The Chr15q14 locus was associated with cortical thickness, surface area, and volumes in the postcentral gyrus as well as with surface area or volume across six other regions in the frontal and parietal lobes. Lead SNPs at this locus were either intergenic between C15orf53 and C15orf54, or intergenic between C15orf54 and THBS1 (Thrombospondin-1). C15orf53 has been associated with an autosomal recessive form of spastic paraplegia showing intellectual disability and thinning of the corpus callosum (hereditary spastic paraparesis 11, or Nakamura Osame syndrome). Variants of THBS1 were reported to be related to autism27 and schizophrenia28. The protein product of THBS1 is involved in astrocyte induced synaptogenesis29, and regulates chain migration of interneuron precursors migrating in the postnatal radial migration stream to the olfactory bulb30. Moreover, THBS1 is an activator of TGFβ signaling, and an inhibitor of pro-angiogenic nitric oxide signaling, which plays a role in several cancers and immune-inflammatory conditions.

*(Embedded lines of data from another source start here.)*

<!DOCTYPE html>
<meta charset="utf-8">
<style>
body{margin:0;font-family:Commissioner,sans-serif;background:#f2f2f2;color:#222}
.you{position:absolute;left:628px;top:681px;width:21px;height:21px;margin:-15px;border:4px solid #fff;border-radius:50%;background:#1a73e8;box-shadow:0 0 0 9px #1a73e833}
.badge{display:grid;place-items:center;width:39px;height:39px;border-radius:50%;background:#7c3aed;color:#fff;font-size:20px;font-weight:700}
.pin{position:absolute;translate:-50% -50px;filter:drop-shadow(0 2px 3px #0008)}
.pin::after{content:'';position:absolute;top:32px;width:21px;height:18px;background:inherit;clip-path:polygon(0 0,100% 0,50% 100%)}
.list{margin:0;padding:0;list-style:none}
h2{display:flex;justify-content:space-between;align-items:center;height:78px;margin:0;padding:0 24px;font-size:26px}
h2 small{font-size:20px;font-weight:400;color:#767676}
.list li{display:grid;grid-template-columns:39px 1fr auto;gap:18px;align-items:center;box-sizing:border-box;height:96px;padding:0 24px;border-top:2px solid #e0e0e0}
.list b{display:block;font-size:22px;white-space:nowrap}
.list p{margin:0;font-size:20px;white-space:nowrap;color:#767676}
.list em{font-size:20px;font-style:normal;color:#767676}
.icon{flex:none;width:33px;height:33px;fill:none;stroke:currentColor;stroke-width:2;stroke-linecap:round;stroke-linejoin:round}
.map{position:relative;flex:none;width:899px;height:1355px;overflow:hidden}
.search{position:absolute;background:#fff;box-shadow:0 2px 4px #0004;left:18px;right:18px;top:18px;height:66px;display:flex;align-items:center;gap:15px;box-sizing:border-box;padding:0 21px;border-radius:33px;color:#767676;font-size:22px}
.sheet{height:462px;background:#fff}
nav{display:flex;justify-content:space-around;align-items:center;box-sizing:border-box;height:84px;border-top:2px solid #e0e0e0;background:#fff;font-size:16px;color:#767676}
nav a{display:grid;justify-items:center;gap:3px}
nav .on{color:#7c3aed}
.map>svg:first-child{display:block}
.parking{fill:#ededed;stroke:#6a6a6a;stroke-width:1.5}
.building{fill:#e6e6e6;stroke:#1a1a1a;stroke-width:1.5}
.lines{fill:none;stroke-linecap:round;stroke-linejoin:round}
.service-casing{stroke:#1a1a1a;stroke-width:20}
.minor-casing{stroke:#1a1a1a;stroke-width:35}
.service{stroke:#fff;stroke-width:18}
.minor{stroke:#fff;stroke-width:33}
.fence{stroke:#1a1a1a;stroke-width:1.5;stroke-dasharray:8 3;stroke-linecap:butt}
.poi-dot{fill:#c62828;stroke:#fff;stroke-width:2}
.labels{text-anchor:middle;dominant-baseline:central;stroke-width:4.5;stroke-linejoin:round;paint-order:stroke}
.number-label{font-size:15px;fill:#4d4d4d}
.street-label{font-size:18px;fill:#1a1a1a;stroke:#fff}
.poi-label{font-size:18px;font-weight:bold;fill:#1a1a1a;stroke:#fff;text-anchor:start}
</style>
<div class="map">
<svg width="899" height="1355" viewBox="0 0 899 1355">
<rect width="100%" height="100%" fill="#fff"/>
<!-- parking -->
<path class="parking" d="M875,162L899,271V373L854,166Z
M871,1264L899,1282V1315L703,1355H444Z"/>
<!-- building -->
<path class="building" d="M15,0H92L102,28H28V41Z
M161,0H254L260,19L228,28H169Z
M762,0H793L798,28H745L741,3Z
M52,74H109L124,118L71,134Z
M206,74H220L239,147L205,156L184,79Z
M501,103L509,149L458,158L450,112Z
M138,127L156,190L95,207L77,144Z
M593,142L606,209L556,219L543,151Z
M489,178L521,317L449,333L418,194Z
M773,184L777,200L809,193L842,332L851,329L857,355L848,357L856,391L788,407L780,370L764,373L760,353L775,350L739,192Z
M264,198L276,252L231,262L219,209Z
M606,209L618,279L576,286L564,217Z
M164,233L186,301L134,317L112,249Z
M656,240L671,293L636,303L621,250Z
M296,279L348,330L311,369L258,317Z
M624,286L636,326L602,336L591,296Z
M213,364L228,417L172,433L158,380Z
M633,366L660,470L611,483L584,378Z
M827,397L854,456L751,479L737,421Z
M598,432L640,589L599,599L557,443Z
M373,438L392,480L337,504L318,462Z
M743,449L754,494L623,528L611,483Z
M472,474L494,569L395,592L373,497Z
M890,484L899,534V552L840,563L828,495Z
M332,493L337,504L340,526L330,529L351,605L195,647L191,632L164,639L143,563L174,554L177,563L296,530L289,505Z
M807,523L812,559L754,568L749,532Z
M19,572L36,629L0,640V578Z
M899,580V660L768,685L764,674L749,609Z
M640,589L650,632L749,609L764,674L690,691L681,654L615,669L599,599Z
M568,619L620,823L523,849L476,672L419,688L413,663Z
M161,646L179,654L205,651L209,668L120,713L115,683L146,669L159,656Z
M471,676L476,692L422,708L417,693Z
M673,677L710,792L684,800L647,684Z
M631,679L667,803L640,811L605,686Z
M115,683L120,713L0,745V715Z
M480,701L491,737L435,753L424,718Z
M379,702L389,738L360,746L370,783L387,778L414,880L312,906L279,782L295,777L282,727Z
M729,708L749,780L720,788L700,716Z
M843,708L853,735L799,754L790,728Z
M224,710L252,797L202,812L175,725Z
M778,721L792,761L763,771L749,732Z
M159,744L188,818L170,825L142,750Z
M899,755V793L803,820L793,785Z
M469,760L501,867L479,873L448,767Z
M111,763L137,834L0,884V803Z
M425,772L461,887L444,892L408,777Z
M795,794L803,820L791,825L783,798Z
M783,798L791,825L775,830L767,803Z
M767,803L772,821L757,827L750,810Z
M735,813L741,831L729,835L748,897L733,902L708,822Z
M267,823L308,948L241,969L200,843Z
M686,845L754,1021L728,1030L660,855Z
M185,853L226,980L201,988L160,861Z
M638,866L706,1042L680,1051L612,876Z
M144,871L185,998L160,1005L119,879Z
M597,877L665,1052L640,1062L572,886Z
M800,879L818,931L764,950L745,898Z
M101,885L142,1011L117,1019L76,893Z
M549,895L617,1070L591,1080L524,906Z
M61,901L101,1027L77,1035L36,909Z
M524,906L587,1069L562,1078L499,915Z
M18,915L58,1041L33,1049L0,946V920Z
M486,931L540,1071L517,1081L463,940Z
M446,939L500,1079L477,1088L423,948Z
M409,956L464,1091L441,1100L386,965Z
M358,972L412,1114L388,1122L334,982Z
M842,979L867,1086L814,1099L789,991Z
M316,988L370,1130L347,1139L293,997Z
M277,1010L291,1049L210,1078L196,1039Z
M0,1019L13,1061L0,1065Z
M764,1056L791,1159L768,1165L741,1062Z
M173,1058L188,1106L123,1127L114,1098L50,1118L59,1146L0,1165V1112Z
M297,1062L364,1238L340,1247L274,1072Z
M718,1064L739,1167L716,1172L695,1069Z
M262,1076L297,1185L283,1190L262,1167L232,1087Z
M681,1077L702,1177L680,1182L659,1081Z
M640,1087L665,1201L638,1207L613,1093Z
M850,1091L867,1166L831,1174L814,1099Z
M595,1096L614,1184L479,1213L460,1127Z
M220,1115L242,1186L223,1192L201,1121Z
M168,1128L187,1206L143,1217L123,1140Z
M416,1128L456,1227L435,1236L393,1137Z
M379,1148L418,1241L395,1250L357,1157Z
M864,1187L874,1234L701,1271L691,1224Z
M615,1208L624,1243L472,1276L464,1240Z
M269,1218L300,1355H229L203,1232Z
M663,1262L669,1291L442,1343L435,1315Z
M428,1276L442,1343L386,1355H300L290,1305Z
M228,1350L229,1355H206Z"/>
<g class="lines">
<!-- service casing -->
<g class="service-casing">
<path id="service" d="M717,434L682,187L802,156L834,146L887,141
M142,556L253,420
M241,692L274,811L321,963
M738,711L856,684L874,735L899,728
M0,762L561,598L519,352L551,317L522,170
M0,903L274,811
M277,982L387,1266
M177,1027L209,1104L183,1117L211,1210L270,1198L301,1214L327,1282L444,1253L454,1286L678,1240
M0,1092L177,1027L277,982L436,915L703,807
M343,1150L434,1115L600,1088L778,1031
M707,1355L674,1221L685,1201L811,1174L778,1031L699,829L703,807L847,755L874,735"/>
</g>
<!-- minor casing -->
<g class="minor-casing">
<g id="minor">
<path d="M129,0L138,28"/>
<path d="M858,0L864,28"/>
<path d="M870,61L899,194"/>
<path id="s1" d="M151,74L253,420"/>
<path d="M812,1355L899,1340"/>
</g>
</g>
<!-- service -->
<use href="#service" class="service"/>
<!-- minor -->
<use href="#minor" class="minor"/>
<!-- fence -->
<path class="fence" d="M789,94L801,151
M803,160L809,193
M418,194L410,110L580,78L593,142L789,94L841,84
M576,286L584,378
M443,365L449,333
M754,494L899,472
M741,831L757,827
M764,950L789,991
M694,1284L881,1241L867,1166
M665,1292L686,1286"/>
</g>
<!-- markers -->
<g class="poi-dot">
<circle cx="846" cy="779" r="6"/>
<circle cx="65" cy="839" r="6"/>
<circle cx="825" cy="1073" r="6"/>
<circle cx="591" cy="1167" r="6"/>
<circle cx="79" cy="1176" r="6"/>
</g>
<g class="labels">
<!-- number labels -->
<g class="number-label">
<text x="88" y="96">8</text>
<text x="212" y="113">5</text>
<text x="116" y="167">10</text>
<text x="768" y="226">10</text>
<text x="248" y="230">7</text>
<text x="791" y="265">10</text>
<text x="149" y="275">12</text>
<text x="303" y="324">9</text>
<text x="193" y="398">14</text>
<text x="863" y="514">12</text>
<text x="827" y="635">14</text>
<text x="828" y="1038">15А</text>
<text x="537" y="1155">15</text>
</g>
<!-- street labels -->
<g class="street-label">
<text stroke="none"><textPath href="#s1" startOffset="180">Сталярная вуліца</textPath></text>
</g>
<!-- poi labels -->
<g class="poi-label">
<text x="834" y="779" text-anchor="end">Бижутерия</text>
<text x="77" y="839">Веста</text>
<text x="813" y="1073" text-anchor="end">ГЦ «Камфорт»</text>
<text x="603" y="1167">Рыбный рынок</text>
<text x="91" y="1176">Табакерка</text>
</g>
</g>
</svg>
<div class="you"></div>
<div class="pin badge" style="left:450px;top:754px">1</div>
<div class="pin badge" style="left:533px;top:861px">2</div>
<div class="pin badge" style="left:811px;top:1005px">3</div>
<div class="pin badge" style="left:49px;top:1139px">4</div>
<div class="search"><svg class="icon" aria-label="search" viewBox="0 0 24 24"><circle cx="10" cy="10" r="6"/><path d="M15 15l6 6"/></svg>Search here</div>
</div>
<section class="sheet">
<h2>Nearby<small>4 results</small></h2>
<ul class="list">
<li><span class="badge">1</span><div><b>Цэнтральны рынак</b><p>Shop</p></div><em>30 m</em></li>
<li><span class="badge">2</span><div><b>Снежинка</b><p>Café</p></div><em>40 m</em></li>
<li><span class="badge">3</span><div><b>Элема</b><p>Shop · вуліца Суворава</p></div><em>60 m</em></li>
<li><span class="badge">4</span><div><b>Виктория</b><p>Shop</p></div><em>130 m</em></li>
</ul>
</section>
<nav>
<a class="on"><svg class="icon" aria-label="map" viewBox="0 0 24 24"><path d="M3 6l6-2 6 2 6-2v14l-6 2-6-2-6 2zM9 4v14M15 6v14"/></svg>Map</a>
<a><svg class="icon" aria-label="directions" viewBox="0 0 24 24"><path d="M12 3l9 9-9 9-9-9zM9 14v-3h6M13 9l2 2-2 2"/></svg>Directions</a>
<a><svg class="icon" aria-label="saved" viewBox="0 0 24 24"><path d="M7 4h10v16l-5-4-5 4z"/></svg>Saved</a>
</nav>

Variants at Chr14q23.1 were associated with cortical surface area and volume of all regions in the occipital lobe, as well as with thickness, surface area, and volume of the middle temporal cortex, banks of the superior temporal sulcus, fusiform, supramarginal and precuneus regions, areas associated with discrimination and recognition of language or visual form. These variants are either intergenic between KIAA0586, the product of which is a conserved centrosomal protein essential for ciliogenesis, sonic hedgehog signaling and intracellular organization, and DACT1, the product of which is a target for SIRT1 and acts on the wnt/β-catenin pathway. KIAA0586 has been associated with Joubert syndrome, another condition associated with abnormal cerebellar development. Other variants are intergenic between DACT1 and DAAM1 or intronic in DAAM1. DAAM1 has been associated with occipital lobe volume in a previous GWAS31.

Locus 6q22.32 contains various SNPs associated with cortical surface area and volume globally, and also within some frontal, temporal and occipital regions. The SNPs are intergenic between RSPO3 and CENPW. RSPO3 and CENPW have been previously associated with intracranial32,33 and occipital lobe volumes31. RSPO3 is an activator of the canonical Wnt signaling pathway and a regulator of angiogenesis.

Chr17q21.31 variants were associated with global cortical surface area and volume and with regions in temporal lobe. These variants are intronic in the genes PLEKHM1, CRHR1, NSF, and WNT3. In previous GWAS analyses, these genes have been associated with general cognitive function34 and neuroticism35. CRHR1, NSF, and WNT3 were additionally associated with Parkinson’s disease36 and intracranial volume32,33,37. The NSF gene also plays a role in Neuronal Intranuclear Inclusion Disease38 and CRHR1 is involved in anxiety and depressive disorders39. This chromosomal region also contains the MAPT gene, which plays a role in Alzheimer’s disease, Parkinson’s disease, and frontotemporal dementia40,41.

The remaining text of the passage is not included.